U.S. Attorney Alice Martin said she was glad the Rudolph trial will be in Birmingham. Rudolph is accused of setting the Jan. 29, 1998, bomb outside New Woman All Women Health Care that killed officer Robert Sanderson and critically injuring nurse Emily Lyons.

“I think it’s important for the community, the victims and their families,” Martin said. Federal prosecutors are seeking the death penalty.

Rudolph also is charged in the bombing that killed a woman in Atlanta’s Olympic park in 1996 and a pair of bombings in Atlanta in 1997, outside a gay nightclub and an office building that housed an abortion clinic. He became a fugitive after the Birmingham bombing and was arrested last year in Murphy, N.C.

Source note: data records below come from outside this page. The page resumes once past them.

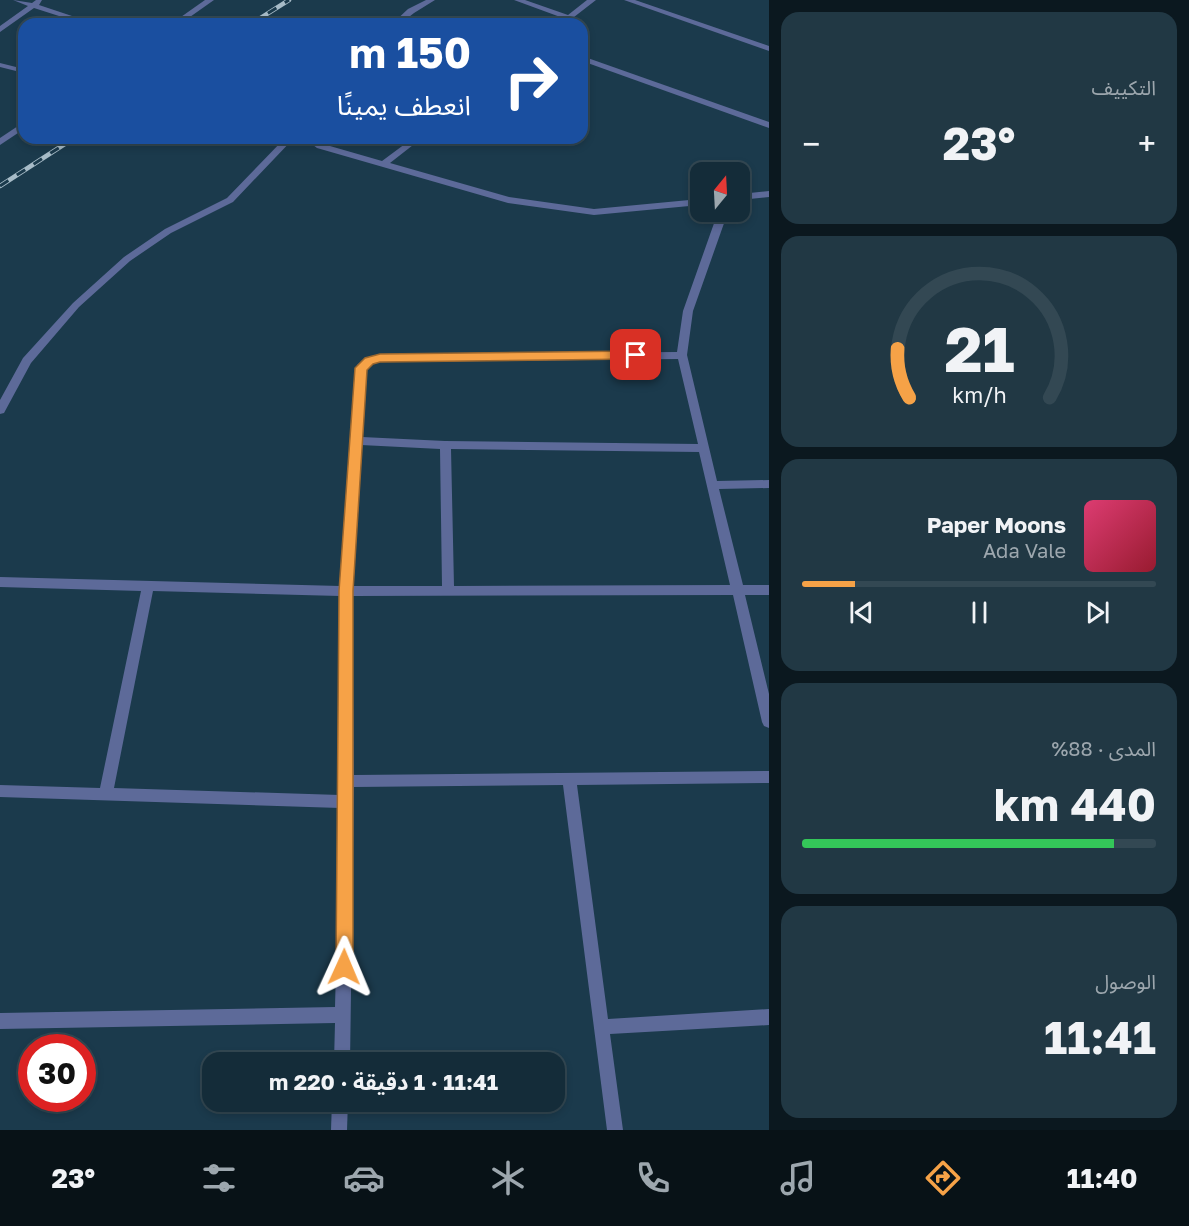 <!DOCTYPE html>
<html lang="ar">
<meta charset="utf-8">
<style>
:root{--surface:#142c39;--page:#213844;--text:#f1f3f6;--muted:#9da7ae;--line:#334853;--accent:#f6a247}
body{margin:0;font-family:"Golos Text","Noto Sans Arabic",sans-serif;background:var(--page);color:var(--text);direction:rtl;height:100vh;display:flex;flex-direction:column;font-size:22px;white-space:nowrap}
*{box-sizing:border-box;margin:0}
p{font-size:20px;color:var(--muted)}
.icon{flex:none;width:33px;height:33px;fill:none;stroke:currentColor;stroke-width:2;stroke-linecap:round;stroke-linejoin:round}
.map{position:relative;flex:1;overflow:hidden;direction:ltr}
.sheet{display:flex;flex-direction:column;gap:12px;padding:12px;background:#0b181f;width:420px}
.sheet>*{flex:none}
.top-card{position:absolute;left:18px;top:18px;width:570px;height:126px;border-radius:18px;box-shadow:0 3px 9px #0003,0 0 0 2px var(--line);direction:rtl;background:#1a4fa0;color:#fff;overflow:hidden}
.needle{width:39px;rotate:18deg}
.buttons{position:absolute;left:690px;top:162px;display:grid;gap:12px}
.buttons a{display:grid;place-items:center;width:60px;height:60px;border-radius:12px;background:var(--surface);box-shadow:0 3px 9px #0003,0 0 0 2px var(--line);font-size:30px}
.speed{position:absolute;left:18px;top:1034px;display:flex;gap:12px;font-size:30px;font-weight:700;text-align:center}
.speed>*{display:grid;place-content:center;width:78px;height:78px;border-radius:50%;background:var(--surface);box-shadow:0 3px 9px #0003,0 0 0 2px var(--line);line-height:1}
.speed .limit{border:9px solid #d22;background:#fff;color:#111}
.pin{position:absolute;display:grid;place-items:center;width:51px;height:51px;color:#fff;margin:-26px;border-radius:12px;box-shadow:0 3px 9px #0006}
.me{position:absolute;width:66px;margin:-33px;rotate:1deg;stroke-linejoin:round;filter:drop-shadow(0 0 4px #0008)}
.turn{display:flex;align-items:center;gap:21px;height:126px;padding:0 18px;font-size:27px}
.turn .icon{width:78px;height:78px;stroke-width:2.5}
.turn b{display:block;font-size:42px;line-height:51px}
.big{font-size:45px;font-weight:700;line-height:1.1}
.sheet .tile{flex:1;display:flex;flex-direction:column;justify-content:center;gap:9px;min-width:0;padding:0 21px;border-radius:18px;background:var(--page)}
.sheet .dial{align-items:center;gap:0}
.dial svg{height:156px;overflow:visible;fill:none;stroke:var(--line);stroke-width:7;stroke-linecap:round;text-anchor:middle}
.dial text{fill:var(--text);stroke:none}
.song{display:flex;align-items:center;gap:18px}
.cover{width:72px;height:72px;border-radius:9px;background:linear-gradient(135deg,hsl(340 70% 55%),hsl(350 70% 35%))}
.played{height:6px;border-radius:3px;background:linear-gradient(90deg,var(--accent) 15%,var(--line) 15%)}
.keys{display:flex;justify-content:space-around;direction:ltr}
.heat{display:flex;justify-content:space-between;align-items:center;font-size:33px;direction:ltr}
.charge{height:9px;border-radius:4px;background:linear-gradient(90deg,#34c759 88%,var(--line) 0)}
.trip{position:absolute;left:202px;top:1052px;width:363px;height:60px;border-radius:18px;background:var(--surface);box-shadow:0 3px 9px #0003,0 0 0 2px var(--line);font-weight:700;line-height:60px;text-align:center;direction:rtl}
.dock{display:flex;height:96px;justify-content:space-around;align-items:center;background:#081217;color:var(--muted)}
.dock .icon{width:42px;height:42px}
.dock .on{color:var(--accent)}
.dock b{font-size:27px;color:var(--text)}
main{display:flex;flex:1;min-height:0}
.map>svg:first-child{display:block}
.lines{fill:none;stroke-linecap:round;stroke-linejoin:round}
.street{fill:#5d6a99;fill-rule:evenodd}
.rail-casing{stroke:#a7bbc7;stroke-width:4.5}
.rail{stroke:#1b3a4c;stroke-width:3;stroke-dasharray:10;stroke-linecap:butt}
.route{fill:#f6a247;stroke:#a0692e;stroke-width:1.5}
</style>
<main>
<section class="sheet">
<div class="tile"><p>التكييف</p>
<div class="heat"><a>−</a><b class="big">23°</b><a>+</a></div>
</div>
<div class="tile dial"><svg viewBox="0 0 100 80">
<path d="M14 69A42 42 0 1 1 86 69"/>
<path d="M14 69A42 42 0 0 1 8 44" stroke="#f6a247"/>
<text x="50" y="56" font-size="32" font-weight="700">21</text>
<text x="50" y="72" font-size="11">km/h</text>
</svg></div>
<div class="tile">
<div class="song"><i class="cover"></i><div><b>Paper Moons</b><p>Ada Vale</p></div></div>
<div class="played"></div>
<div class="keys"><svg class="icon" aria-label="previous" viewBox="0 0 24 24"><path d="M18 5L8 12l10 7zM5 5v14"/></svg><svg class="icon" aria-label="pause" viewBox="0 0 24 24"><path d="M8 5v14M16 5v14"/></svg><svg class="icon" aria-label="next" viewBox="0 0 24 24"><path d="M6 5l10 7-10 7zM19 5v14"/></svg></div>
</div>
<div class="tile"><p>المدى · 88%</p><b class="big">440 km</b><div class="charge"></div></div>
<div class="tile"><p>الوصول</p><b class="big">11:41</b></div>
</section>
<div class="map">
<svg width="769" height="1130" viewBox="0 0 769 1130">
<rect width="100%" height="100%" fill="#1b3a4c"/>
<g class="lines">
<!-- street -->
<g class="street">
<path d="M13 0 32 3 36 0H42L39 5 96 24H84L34 8 0 32V26L28 6Z"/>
<path d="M205 0H214L180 24H171Z"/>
<path d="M426 0H435L414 13 400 24H392L408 9Z"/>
<path d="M514 0H525L568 15 587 0H596L565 24 558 23 563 18Z"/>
<path d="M624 0H635L769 46V51Z"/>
<path d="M582 56 769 122V128L582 61Z"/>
<path d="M0 63 24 69V73L0 67Z"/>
<path d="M24 122V129L0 145V138Z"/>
<path d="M285 138H294L233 202 171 233 130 261 79 307 31 363 4 413 0 414V400L23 358 73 303 124 257 165 229 227 198Z"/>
<path d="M304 138H314L323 144 382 161 413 138H422L390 163 509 197 594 209 700 199V205L594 215 508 203 317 148Z"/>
<path d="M769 191V197L740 200V194Z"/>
<path d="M718 212H728L693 311 687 355 717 481 769 480V488L719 489 743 585H769V595H745L769 694V728L764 726 762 722 733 595 352 596 354 775 769 771V783L577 785 608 1019 769 1009V1025L610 1034 623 1130H607L563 785 354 787 350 1062H334L335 1023 0 1029V1013L335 1007 340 808 0 797V785L100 788 141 591 0 587V577L340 586 357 365 365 358 380 354 677 352 683 311ZM678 359 698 444 445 441 362 437 366 369 373 364 380 362ZM361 445 440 449 442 586H352ZM451 449 699 452 730 585 454 586ZM153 591 340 596V795L114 788Z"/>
<path d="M332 1101H348L347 1130H331Z"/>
</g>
<defs>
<g id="rail">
<path d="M251 24 289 0"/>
<path d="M0 186 74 138"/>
</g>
</defs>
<!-- rail casing -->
<use href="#rail" class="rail-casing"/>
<!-- rail -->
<use href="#rail" class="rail"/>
</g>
<!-- route -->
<path class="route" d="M636 351 641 355 636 359 380 362 373 364 367 370 353 591V967L350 973 344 976 338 973 336 967 339 591 355 368 365 358 380 354Z"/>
</svg>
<div class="buttons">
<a><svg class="needle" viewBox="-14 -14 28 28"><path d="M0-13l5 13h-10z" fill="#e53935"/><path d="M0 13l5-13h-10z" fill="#9da7ae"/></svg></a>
</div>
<div class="speed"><div class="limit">30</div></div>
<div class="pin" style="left:636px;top:355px;background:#d93025"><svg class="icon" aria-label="arrive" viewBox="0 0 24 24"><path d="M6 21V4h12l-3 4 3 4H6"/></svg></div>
<svg class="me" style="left:344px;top:967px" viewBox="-20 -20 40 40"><path d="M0-17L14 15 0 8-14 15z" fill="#f6a247" stroke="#fff" stroke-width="4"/></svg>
<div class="trip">11:41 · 1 دقيقة · 220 m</div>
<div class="top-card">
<div class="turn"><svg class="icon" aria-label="right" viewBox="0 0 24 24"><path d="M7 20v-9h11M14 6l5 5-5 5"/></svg><div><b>150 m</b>انعطف يمينًا</div></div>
</div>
</div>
</main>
<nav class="dock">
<b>11:40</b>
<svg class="icon on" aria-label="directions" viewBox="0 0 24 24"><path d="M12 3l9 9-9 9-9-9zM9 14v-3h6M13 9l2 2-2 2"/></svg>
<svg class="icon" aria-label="music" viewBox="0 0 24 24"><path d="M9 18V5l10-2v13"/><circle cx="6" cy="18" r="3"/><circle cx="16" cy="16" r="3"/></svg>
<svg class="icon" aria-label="phone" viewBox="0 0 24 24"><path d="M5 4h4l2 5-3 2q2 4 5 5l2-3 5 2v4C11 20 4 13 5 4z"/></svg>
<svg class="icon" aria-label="climate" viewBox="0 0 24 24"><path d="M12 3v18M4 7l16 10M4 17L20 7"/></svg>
<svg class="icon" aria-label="car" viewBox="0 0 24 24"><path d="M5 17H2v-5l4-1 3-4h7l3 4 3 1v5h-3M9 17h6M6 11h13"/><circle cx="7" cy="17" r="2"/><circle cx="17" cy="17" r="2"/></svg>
<svg class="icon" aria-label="filters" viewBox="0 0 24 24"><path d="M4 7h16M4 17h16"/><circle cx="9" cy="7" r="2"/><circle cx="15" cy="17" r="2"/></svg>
<b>23°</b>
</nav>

The venue agreement brought a quick end to a hearing on a defense motion to move Rudolph’s trial out of Birmingham. Wearing a bulletproof vest, Rudolph had arrived in court amid tight security for what was expected to be two days of arguments.

Rudolph told the judge he understood and approved of the agreement to try him in Birmingham but expand the jury pool.

Defense attorney Richard Jaffe, who informed the judge of the settlement, said it was “a true effort on behalf of all parties to reach a compromise.”

Rudolph is scheduled for trial Aug. 2. Smith said he will rule soon on a defense motion to delay the trial for as long as a year.

The judge laid out in court a preliminary plan for jury selection. He said he is considering calling as many as 500 people from across north Alabama to fill out jury questionnaires.